*WORK REQUIRED*. In the entries that follow, the first line to write out is the one containing "font-size:45px; font-weight:600; line-height:1.1", and the last is the one containing "display:flex; align-items:center; gap:18px". Reproduce that stretch exactly, with nothing before or after it.
[[ INFORMATION GIVEN, beginning ]]
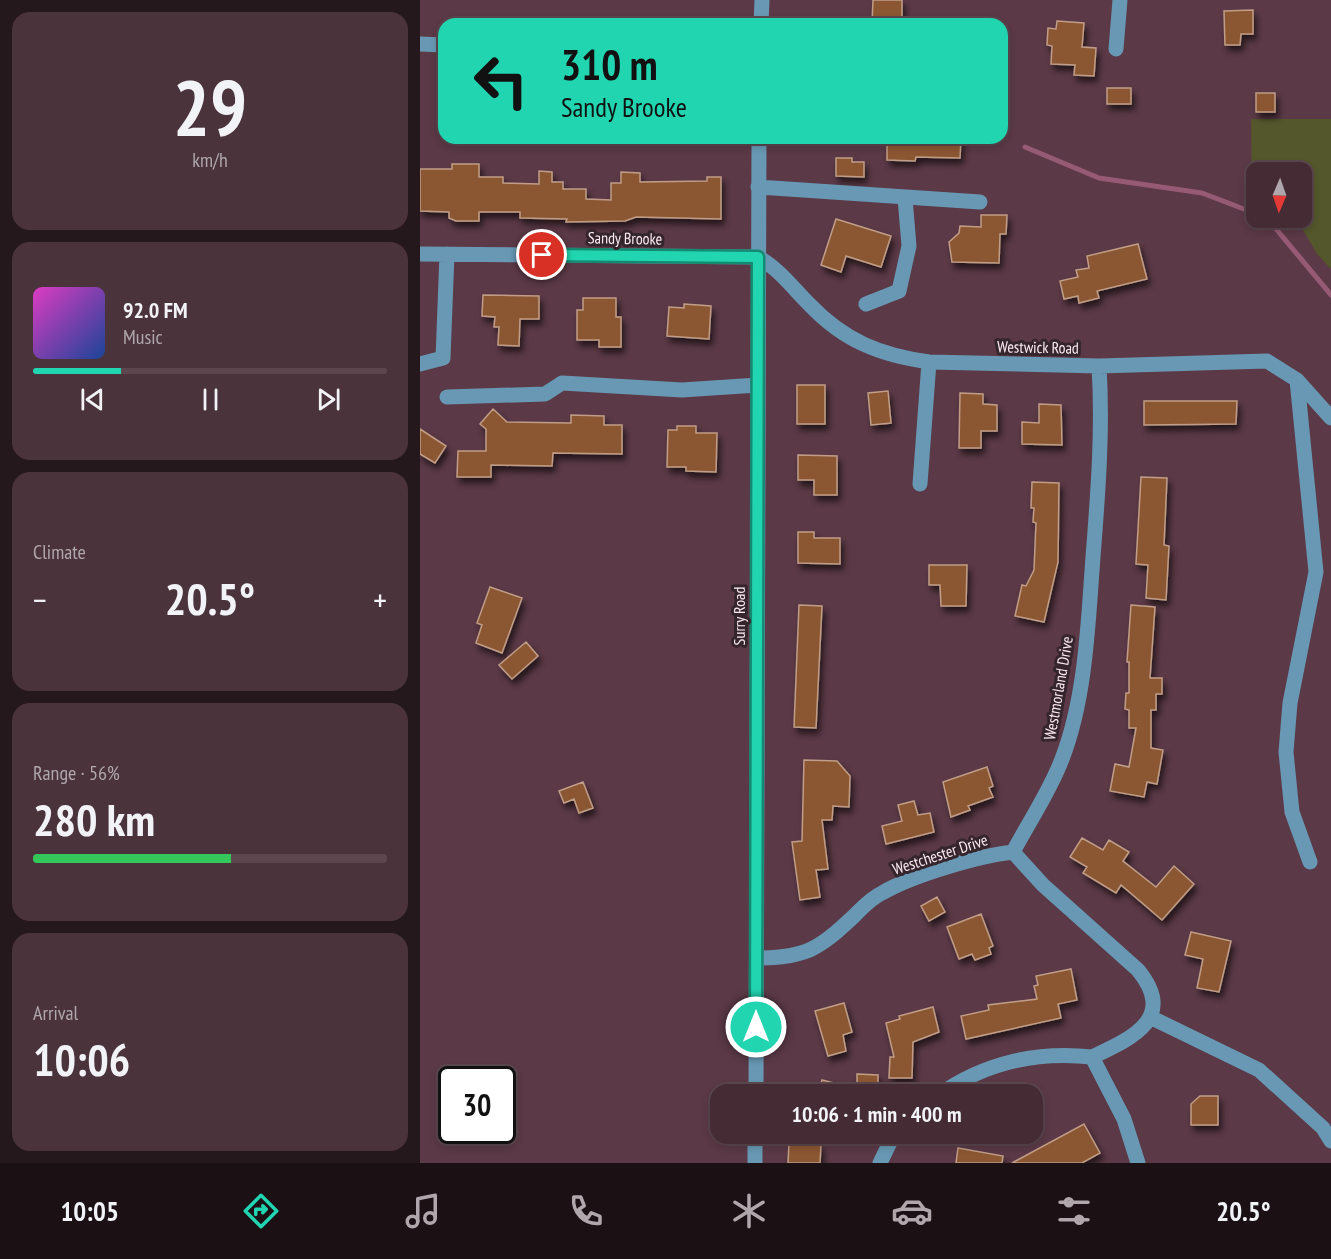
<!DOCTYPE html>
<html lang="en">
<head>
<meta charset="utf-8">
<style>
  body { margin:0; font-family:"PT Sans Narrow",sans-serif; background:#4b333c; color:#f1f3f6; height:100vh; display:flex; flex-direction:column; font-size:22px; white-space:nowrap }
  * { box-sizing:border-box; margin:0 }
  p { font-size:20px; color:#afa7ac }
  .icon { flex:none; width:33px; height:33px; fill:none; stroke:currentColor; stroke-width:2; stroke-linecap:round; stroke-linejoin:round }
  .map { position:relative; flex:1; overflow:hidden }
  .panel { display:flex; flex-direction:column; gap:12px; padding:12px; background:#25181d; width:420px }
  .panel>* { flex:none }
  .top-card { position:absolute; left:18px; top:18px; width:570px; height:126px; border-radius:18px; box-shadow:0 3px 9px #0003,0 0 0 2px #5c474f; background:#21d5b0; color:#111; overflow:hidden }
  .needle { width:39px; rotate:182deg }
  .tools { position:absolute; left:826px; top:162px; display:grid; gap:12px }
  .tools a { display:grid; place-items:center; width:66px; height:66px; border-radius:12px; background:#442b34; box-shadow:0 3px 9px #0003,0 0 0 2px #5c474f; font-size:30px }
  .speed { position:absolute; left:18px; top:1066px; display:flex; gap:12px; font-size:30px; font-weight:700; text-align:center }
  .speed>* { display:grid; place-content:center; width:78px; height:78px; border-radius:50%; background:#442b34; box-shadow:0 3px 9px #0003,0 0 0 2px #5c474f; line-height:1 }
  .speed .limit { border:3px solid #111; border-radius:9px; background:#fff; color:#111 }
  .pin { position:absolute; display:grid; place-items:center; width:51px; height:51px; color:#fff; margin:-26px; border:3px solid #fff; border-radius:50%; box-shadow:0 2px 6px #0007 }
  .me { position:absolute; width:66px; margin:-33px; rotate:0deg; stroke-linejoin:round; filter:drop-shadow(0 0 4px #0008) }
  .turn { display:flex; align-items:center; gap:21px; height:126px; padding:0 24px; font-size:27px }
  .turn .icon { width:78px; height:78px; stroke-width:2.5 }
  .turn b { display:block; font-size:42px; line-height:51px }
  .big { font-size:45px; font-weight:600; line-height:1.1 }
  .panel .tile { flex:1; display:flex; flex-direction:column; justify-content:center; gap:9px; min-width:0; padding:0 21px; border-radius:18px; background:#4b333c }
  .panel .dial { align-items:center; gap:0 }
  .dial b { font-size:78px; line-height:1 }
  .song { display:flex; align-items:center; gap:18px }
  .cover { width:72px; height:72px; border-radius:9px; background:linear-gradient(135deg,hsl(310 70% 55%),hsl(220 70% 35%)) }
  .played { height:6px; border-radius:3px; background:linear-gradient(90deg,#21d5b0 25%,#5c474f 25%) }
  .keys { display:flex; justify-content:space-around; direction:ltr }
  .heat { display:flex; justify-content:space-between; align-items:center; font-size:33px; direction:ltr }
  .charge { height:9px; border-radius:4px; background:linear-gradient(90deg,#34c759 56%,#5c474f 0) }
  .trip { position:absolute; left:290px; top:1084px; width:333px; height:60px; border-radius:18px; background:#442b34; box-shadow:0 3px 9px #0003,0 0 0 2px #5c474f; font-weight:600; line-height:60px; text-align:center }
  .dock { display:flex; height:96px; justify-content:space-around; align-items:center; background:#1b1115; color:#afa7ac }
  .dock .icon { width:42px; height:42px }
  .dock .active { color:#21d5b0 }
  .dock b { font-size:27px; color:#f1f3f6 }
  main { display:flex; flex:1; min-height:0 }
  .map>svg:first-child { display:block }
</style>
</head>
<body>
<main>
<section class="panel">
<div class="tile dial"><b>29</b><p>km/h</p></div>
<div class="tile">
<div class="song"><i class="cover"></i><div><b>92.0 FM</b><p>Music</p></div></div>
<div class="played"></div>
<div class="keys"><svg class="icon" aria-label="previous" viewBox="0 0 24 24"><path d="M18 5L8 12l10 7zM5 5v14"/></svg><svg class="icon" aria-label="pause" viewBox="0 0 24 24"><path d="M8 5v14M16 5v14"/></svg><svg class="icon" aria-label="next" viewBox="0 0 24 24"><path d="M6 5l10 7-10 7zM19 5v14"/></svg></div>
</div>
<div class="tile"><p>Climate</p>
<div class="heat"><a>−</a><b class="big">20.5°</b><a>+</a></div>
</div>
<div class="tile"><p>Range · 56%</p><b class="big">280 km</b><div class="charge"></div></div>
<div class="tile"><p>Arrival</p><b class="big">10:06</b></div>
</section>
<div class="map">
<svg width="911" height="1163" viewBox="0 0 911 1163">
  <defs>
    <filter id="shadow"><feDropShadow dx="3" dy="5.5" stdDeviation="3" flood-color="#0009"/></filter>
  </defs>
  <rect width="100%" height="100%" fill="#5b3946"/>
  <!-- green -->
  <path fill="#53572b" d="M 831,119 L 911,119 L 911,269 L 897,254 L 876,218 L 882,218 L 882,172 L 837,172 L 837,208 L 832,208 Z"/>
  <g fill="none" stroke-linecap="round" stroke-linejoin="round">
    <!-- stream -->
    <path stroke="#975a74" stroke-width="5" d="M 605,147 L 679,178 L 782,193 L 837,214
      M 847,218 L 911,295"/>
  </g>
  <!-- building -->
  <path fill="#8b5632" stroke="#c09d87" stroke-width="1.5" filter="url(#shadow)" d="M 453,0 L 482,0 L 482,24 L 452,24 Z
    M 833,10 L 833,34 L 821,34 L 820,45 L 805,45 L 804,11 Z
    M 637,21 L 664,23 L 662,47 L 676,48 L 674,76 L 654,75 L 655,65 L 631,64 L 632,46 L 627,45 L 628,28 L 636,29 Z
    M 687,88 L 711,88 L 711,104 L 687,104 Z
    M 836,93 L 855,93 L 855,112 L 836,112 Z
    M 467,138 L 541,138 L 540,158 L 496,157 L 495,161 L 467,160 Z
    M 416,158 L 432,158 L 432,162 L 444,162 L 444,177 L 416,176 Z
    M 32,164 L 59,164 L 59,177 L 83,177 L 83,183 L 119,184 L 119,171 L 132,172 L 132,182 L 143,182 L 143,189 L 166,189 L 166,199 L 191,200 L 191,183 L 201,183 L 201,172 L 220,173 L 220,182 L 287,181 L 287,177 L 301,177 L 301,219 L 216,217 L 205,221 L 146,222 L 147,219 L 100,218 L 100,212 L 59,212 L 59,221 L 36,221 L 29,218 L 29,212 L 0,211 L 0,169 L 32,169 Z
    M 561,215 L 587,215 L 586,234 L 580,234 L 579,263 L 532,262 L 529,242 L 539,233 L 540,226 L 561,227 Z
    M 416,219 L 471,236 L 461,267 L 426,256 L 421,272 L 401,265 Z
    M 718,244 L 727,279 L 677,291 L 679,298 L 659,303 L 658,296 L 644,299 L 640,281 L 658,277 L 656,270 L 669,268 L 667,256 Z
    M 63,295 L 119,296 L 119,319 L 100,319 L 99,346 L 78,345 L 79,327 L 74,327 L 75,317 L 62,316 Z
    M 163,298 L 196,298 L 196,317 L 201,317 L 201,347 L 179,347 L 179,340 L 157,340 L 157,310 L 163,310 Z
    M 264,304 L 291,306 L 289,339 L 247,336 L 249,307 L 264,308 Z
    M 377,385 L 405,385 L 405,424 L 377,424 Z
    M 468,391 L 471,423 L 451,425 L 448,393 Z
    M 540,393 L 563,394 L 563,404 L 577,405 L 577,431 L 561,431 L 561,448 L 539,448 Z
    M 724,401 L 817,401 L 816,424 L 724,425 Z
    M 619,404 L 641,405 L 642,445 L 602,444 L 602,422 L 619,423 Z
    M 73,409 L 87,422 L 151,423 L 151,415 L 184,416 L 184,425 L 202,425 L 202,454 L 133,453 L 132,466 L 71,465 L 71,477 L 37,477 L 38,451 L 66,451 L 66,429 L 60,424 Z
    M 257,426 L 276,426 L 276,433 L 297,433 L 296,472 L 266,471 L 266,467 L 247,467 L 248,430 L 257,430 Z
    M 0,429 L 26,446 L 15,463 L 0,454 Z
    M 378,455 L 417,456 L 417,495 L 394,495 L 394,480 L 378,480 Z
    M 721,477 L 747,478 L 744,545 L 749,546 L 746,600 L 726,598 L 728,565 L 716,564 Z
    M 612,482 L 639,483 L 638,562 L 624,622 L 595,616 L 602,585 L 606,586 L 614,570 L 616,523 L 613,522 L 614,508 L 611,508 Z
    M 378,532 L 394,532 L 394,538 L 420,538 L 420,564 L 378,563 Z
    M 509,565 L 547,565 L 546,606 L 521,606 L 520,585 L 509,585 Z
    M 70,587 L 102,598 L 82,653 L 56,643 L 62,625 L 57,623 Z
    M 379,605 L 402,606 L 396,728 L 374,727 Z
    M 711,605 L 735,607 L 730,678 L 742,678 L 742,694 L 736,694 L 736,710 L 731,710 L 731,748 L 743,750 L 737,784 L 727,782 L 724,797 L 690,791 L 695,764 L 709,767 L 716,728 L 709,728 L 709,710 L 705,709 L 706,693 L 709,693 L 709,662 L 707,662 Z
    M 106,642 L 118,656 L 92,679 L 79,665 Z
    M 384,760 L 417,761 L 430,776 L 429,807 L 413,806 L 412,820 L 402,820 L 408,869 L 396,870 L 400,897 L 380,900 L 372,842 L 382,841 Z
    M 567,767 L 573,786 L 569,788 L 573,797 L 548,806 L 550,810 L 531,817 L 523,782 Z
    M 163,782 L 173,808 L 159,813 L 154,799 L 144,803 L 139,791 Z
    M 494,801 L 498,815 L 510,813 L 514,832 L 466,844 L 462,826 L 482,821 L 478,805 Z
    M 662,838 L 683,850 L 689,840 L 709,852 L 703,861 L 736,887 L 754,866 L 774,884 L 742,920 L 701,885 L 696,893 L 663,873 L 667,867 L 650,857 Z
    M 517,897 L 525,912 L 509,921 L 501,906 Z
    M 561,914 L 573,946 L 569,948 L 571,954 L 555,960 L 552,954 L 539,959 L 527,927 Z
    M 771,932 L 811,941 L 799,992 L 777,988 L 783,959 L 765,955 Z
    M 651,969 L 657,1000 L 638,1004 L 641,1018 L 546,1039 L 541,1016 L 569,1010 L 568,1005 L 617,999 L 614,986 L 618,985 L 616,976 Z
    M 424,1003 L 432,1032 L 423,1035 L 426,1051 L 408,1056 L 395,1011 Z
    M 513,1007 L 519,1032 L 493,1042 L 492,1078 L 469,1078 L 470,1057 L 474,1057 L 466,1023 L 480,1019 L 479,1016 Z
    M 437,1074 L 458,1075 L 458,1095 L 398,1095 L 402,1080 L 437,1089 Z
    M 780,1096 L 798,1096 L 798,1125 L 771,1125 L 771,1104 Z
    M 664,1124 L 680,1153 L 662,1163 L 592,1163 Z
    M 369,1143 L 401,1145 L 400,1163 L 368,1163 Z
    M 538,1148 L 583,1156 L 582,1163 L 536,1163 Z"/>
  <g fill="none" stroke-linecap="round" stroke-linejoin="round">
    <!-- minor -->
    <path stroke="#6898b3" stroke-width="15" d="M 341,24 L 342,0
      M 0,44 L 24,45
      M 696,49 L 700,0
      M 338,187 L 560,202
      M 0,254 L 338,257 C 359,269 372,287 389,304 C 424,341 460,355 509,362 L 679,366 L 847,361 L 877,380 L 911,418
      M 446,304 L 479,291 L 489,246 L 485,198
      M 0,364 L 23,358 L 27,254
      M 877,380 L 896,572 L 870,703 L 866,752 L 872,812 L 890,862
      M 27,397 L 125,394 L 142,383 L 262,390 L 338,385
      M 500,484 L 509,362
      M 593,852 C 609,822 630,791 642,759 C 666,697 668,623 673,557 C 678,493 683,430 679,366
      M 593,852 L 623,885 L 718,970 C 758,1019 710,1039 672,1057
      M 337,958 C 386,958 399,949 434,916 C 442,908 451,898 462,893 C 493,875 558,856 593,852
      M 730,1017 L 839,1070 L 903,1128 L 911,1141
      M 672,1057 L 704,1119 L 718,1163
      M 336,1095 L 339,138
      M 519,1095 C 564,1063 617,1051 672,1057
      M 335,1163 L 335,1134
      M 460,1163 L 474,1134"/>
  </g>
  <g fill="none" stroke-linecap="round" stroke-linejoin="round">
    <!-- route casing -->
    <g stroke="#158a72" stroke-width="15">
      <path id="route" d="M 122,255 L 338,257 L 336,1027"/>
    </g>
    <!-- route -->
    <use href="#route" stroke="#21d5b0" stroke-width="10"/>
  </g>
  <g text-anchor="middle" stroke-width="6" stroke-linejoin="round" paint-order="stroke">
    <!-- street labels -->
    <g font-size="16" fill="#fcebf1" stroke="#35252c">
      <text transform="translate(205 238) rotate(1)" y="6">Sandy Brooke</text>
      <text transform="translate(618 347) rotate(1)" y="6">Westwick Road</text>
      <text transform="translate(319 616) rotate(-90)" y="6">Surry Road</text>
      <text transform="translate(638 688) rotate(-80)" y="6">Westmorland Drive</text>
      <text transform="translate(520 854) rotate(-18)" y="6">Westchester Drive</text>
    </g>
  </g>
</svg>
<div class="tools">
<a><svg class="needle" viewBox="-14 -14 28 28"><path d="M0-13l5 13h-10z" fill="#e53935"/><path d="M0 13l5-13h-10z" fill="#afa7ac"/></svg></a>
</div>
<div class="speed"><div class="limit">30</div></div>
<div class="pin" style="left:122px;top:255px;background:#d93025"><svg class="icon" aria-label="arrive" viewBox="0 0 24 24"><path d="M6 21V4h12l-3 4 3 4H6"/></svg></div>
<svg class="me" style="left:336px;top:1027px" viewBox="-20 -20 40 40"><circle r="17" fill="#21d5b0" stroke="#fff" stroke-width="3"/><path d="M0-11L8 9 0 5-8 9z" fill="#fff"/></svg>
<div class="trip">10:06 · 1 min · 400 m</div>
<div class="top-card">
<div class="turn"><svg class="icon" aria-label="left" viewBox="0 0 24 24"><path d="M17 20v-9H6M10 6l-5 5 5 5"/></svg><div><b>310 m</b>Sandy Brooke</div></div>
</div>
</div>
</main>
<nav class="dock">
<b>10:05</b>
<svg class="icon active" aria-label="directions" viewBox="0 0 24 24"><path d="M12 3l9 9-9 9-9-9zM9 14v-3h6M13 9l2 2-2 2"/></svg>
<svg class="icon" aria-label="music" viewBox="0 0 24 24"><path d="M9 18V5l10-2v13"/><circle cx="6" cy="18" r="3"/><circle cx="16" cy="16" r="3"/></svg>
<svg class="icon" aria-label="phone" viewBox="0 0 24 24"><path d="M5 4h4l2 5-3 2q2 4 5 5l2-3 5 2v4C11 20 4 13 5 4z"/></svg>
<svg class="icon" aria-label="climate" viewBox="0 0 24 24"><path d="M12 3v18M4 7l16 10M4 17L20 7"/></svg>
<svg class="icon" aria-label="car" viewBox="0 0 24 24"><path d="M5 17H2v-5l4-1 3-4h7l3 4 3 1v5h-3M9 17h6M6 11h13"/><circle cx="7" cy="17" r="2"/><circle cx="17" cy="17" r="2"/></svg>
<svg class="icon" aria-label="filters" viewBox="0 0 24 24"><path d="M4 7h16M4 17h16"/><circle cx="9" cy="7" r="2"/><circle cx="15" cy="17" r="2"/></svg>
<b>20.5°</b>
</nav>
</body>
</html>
[[ INFORMATION GIVEN, end ]]
*EXPECTED ANSWER*.
  .big { font-size:45px; font-weight:600; line-height:1.1 }
  .panel .tile { flex:1; display:flex; flex-direction:column; justify-content:center; gap:9px; min-width:0; padding:0 21px; border-radius:18px; background:#4b333c }
  .panel .dial { align-items:center; gap:0 }
  .dial b { font-size:78px; line-height:1 }
  .song { display:flex; align-items:center; gap:18px }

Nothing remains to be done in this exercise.